Were there balls that were "destined" to go out? It seemed every once in a while you'd hit 3 for your right fielder but he would deselect himself and the ball would go out. Any truth to that urban legend?

These are just questions I've been pondering for a while. All the best!

David Rolfe, designer and programmer of Major League Baseball, replies:

In my version of baseball, there were no fly balls - whatsoever. So the question of being able to catch a fly doesn't apply.

I knew about the bug that if a run scored and then the third out occurred in the play, the run nevertheless counted. Basically, resources were too tight to fix that. You can imagine that the concept of a roll-back under special circumstances wasn't trivial, and we were full to the brim.

The algorithm for determining a home run was a random probability based upon the speed of the ball when it hit the wall. The faster the velocity, the more likely it was to be declared a home run. There was no low-speed cut-off so, yes, you could occasionally bunt a home run. Of course, since there were no fly balls, the outfielders could always prevent home runs if they could move quickly enough.

There were no special regions of high probability or attempts to trip up the outfielders.

I think that covers the essence of the questions.

Get Major League Baseball on INTELLIVISION LIVES! >
Got a question for the Blue Sky Rangers? Write us here >

A whopping five of you entered last month's trivia contest. The question:

In 1983, Mattel Electronics created a new programming job title and classification just for one person. Who was the programmer, what was the new job title, and why was it created?

Four of you had the correct answer: Eric Del Sesto was given the title Junior Programmer because he was only 17 years old when hired. Someone in the personnel department had misread his resume and brought him in for an interview, thinking Eric had recently graduated college instead of high school. But he impressed all of his interviewers so much that the Junior Programmer classification was created for him. He started work a few days after turning 18.

From the four correct answers, the random number generator at selected Kevin Bushre of Marshall, Michigan as the winner of an Intellivision coffee mug.

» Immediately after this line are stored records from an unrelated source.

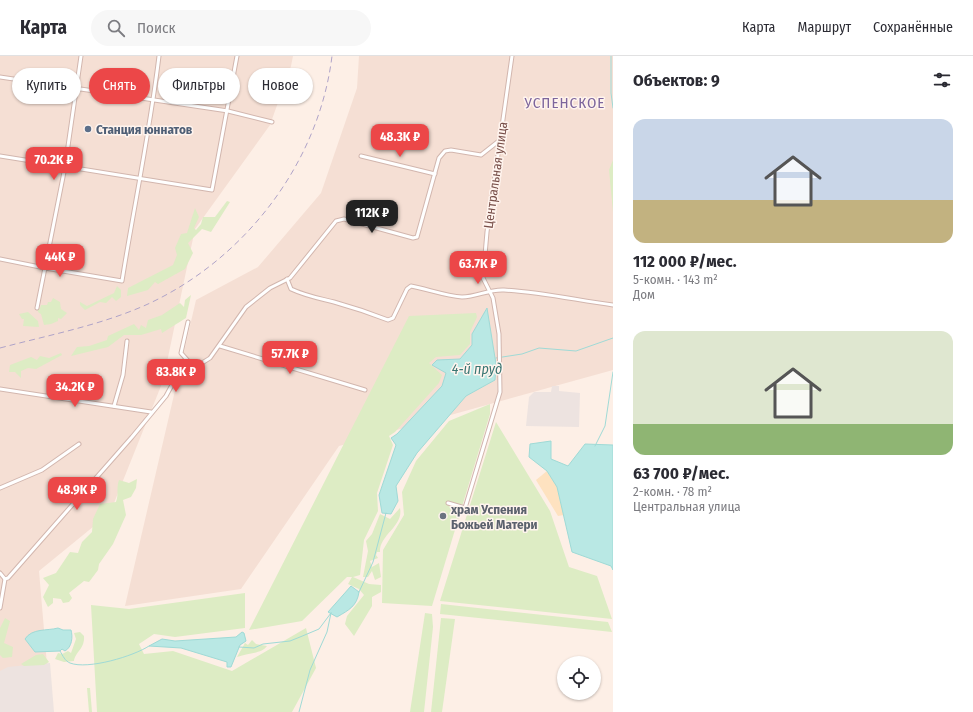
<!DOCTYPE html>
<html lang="ru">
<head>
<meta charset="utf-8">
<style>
	:root { --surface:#fff; --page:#f7f7f7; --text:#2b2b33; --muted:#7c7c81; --line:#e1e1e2; --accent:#ec4748 }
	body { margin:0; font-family:"Fira Sans Condensed",sans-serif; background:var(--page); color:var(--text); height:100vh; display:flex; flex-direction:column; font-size:15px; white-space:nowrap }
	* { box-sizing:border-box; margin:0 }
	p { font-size:13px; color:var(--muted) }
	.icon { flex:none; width:22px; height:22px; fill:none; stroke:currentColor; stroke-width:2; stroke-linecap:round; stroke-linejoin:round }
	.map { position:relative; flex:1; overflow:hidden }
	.side { display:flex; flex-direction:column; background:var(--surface); width:360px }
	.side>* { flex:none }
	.hud { position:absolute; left:12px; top:12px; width:380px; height:36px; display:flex; gap:8px }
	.controls { position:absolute; left:557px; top:600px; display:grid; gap:8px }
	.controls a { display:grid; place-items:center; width:44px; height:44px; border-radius:50%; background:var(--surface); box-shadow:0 1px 3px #0004; font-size:20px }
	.price { position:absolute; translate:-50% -34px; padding:0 9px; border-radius:8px; background:var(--accent); color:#fff; font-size:13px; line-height:26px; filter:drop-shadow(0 1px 2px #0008) }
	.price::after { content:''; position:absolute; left:50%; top:24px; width:12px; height:9px; margin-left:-6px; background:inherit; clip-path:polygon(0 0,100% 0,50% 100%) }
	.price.current { background:#222; color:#fff }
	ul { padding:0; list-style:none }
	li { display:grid; align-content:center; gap:8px; height:212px; padding:0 20px }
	li span { display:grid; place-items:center; height:124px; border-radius:12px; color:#555 }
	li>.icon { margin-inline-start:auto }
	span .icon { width:72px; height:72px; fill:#fffc; stroke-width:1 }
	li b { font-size:17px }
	h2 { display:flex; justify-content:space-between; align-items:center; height:48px; padding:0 20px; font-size:17px }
	.chip { padding:0 14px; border-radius:18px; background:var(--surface); box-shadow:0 1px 3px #0004; font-size:14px; line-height:36px }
	.chip.current { background:var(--accent); color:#fff }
	header { display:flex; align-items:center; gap:24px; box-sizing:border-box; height:56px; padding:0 20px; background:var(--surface); border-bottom:1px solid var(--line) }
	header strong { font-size:19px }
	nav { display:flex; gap:22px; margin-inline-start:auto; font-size:14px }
	.search { width:280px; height:36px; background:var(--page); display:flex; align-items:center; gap:10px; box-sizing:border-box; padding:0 14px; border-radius:22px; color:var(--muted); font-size:15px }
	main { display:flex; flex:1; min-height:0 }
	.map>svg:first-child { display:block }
</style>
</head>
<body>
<header>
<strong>Карта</strong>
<div class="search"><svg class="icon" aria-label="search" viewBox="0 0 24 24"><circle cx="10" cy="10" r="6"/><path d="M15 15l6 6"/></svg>Поиск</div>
<nav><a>Карта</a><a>Маршрут</a><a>Сохранённые</a></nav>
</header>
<main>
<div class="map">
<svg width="613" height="656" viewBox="0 0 613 656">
	<rect width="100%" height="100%" fill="#fdefe6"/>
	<!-- residential -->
	<g fill="#f5dfd4">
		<path d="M0 0H293L291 10 270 69 195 173 163 325 110 457 39 515 51 656H0Z"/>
		<path d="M359 0H613V314L339 390 241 533 125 550 196 244 258 211 321 137 357 32Z"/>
	</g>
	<!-- industrial -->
	<g fill="#ede3e0">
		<path d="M552 330H559V335L580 337 579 371 526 370 529 341 534 336H551Z"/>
		<path d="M50 607 54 656H0V615L8 611Z"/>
	</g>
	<!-- green -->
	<g fill="#ddecc4">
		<path d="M613 104V156L609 114Z"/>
		<path d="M227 145 230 146 211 176 202 173 188 187 193 197 185 213 158 228 155 226 148 234 127 240 128 232 173 209 177 199 175 192 181 178 187 177 195 152 199 161 194 172 196 174 201 168 203 161H215Z"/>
		<path d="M117 230 121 234V241L116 245 112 241 106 247 100 246 85 254 80 249V246L87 250 114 237Z"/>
		<path d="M191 239 186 262 162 277 161 273 141 279H124L108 291 71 300 77 291 89 290 107 284 108 280 134 268 139 274 141 269 146 272 148 264 162 259 180 247 184 251 185 244Z"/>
		<path d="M53 242 60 246 61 253 67 257 61 263 58 262V265L51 268 44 269 41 258 39 257 37 254 40 252 41 249H47L48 246H51Z"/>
		<path d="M28 256 38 265 39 271 23 270 24 263H22L19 258Z"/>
		<path d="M476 257 477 261 470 276V288L460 299 436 301 429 307 442 319 439 327 395 376 389 380 393 389 377 437 378 455 364 484 360 519 353 521 369 528 381 529V536L372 541V550L354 580 345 568 347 560 364 539 359 533 348 528 352 521H347L302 565 249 574 409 260Z"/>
		<path d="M61 297 62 299 36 313 28 312 21 315V322L15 316H9L10 309 31 301 37 304 40 300 49 302Z"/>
		<path d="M490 348V358L432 550 382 547 383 494 404 459 402 436 416 405 449 365Z"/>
		<path d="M496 366 550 455 569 511 597 520 612 563 440 545Z"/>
		<path d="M137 423 136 432 131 441 123 444 126 459 113 488 99 508 98 514 89 526 84 525 69 537 72 542 69 546 63 547 61 543 53 542V547L48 551 43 541 49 529 43 522 56 517 70 496 78 497 82 486 92 476 93 463 100 448 116 446C119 438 116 432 119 424L129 427Z"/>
		<path d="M400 452C404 470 379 479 380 496H377L376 499 378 502 370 505 372 511 379 507 381 521 375 524 372 515 368 521H363L368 495 366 485 372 478 380 458 390 463Z"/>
		<path d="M245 537V572L175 581 154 578 139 588 144 598 173 595 232 615 306 572 316 612 292 656H97L91 549 129 553Z"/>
		<path d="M441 548 608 566 612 576 440 558Z"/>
		<path d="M425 557 432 558 433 571 424 656H410Z"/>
		<path d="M5 562 10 565 4 587 13 591 12 601 3 602 0 599V572Z"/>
		<path d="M441 562 455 563 442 656H431Z"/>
		<path d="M80 576 84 580C85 593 75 596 74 605L64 606 55 603 58 597 62 598 68 595 71 597 76 583 74 577Z"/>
		<path d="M252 584 256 588 267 590C262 598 246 597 237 601L245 587 248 589Z"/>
		<path d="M43 598 49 606 44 609 24 610 21 608 36 599Z"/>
		<path d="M87 632H90L92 656H89Z"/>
	</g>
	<!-- sand -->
	<path fill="#fee2c0" d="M547 415 557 431 564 459 558 460 536 424Z"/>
	<!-- water -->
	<g fill="#b9e8e4" stroke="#9fdad6">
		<path d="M487 252 496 308 495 324 466 340 417 397 396 430 398 445 391 458 382 457 379 439 396 389 391 382 397 378 442 330 446 317 432 309 437 304 460 303 472 289V278Z"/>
		<path d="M551 385V403L568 410 585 388 613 389V514L611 510 572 496 557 431 547 415 529 401 530 388Z"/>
		<path d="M351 530 359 536C357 550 349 554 337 561L328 556Z"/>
		<path d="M58 572 63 574H71C73 581 72 591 65 595L62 593 60 595 35 596 25 583C32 572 47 575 58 572Z"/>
		<path d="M242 576 244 577 246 585 240 589 231 611H227V606L181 592 149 590 162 583 175 585 236 581Z"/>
	</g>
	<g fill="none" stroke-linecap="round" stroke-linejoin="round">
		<!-- stream -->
		<g stroke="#9fdad6" stroke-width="1">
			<path d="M611 0V37L613 52"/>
			<path d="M496 302 522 298 539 292 576 295 613 282"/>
			<path d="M595 390 605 370 613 316"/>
			<path d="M359 536 373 506 386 457"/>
			<path d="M239 591 254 592 263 588 290 585 300 581 319 573 331 557"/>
			<path d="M60 595C63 600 65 605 70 607 88 614 134 600 149 590"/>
			<path d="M299 656 310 614 327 576 331 557"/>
		</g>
		<defs>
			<g id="minor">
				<path d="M0 21 228 55 272 66"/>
				<path d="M0 100 212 134 237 0"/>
				<path d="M361 100 435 118"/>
				<path d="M0 203 45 212 122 225C134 150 150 75 159 0"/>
				<path d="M287 223 291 233C306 240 318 242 334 246 352 251 370 257 388 264L393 262 407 233 411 230C427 233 446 240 462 241 477 241 489 233 504 234 541 236 576 244 613 249"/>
				<path d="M37 252 65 111 81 0"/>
				<path d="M188 266 181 297 189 306 202 307 210 302 246 251 270 232 290 222 336 165 344 163 413 182 417 181 439 102 445 95 451 94 481 99 500 84"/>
				<path d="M220 290 365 334"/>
				<path d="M0 333 151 356"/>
				<path d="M114 350 123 319 127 285"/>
				<path d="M0 432 42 414 79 388"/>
				<path d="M448 447 465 452 500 336 499 278 493 242 483 222 487 176 512 0"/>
				<path d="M0 517 5 523"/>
				<path d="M0 552 5 523 8 522 132 381 166 340 179 316 189 306"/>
			</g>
		</defs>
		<!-- minor casing -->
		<use href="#minor" stroke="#d2b6ae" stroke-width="5"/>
		<!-- minor -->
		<use href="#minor" stroke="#fff" stroke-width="3"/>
		<!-- rail -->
		<path stroke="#afa3c8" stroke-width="1" stroke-dasharray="6 4" stroke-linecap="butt" d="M0 292C49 279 102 269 148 248 245 203 319 107 332 0"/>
	</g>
	<!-- markers -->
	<circle fill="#5c6f8a" stroke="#fff4ee" stroke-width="1.5" cx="88" cy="73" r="4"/>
	<circle fill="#6b7280" stroke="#fff4ee" stroke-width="1.5" cx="443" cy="460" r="4"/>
	<g text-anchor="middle" stroke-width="3" stroke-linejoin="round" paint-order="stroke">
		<!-- service labels -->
		<g font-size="13" font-weight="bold" fill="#4e5e75" stroke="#fff4ee" text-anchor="start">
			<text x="96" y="78">Станция юннатов</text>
		</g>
		<!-- street labels -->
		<g font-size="13" fill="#784f49" stroke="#fff4ee">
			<text transform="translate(495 119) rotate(-82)" y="5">Центральная улица</text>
		</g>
		<!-- worship labels -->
		<g font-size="13" font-weight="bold" fill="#5b616d" stroke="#fff4ee" text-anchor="start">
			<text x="451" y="458">храм Успения<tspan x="451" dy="15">Божьей Матери</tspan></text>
		</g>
		<!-- water labels -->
		<g font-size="14" font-style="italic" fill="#397673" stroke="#fff4ee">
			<text x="477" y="318">4-й пруд</text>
		</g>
		<!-- quarter labels -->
		<g font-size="15" letter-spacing="1" fill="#7d659c" stroke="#fff4ee">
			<text x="565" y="52">УСПЕНСКОЕ</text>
		</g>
	</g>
</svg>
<div class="controls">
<a><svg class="icon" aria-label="locate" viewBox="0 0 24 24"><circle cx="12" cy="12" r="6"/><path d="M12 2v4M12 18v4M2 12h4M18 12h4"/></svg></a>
</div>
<b class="price" style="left:400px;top:102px">48.3K ₽</b>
<b class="price" style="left:54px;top:125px">70.2K ₽</b>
<b class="price current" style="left:372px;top:178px">112K ₽</b>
<b class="price" style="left:60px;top:222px">44K ₽</b>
<b class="price" style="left:478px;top:229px">63.7K ₽</b>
<b class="price" style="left:290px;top:319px">57.7K ₽</b>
<b class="price" style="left:176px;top:337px">83.8K ₽</b>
<b class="price" style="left:75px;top:352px">34.2K ₽</b>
<b class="price" style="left:77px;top:455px">48.9K ₽</b>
<div class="hud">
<a class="chip">Купить</a>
<a class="chip current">Снять</a>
<a class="chip">Фильтры</a>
<a class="chip">Новое</a>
</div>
</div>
<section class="side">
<h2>Объектов: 9<svg class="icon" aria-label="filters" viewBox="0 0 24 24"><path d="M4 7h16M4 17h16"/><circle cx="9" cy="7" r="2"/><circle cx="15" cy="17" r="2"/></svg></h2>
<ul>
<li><span style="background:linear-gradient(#c9d6e8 65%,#c2b280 0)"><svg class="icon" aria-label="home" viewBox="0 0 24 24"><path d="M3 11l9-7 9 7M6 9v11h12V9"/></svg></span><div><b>112 000 ₽/мес.</b><p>5-комн. · 143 m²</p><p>Дом</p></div></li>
<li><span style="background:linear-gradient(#dfe7d0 75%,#8fb573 0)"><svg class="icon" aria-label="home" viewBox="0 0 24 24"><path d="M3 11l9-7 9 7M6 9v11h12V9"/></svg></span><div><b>63 700 ₽/мес.</b><p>2-комн. · 78 m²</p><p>Центральная улица</p></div></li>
</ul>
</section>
</main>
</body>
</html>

Congratulations, Kevin! And thanks to all five of you for playing!

Now try this question:

Mattel Electronics released two "Las Vegas" cartridges for Intellivision: Las Vegas Poker & Blackjack and Las Vegas Roulette. But what common word associated with Las Vegas did Mattel deliberately not use in the packaging, advertising, and instructions for these games?

Submit your answer >

We'll pick a random winner from all complete, correct entries received before NOON PDT, FRIDAY, JULY 26. The winner will receive an official Intellivision Coffee Mug - just like we use here in the office for serving up steamin' hot java!


Gene Smith, designer/programmer of the Intellivoice game Bomb Squad and the developer of the IBM PC versions of BurgerTime and Lock 'N' Chase passed away July 14, 2002 after a short fight with cancer.

A native of Berkeley and a graduate of the University of California at Berkeley, Gene's career in interactive games spanned 20 years, beginning in 1981 at Mattel Electronics. He went on to work on computer games at Activision and then Accolade, where his Unnecessary Roughness series of football games was nominated for Best Computer Sport Simulation of 1992.

Since 2000, Gene developed online games for Skyworks Technologies.

Outside of his work, Gene's great passion was for nature and the outdoors. Every year, he would spend several weeks hiking and camping throughout the western United States. His friends and co-workers enjoyed his friendly, easy-going personality and admired his talent as a world-class computer game designer.

Gene is survived by his father and stepmother, Art and Kathryn Smith of Santa Monica, and a loving and extended family of aunts, uncles, and cousins.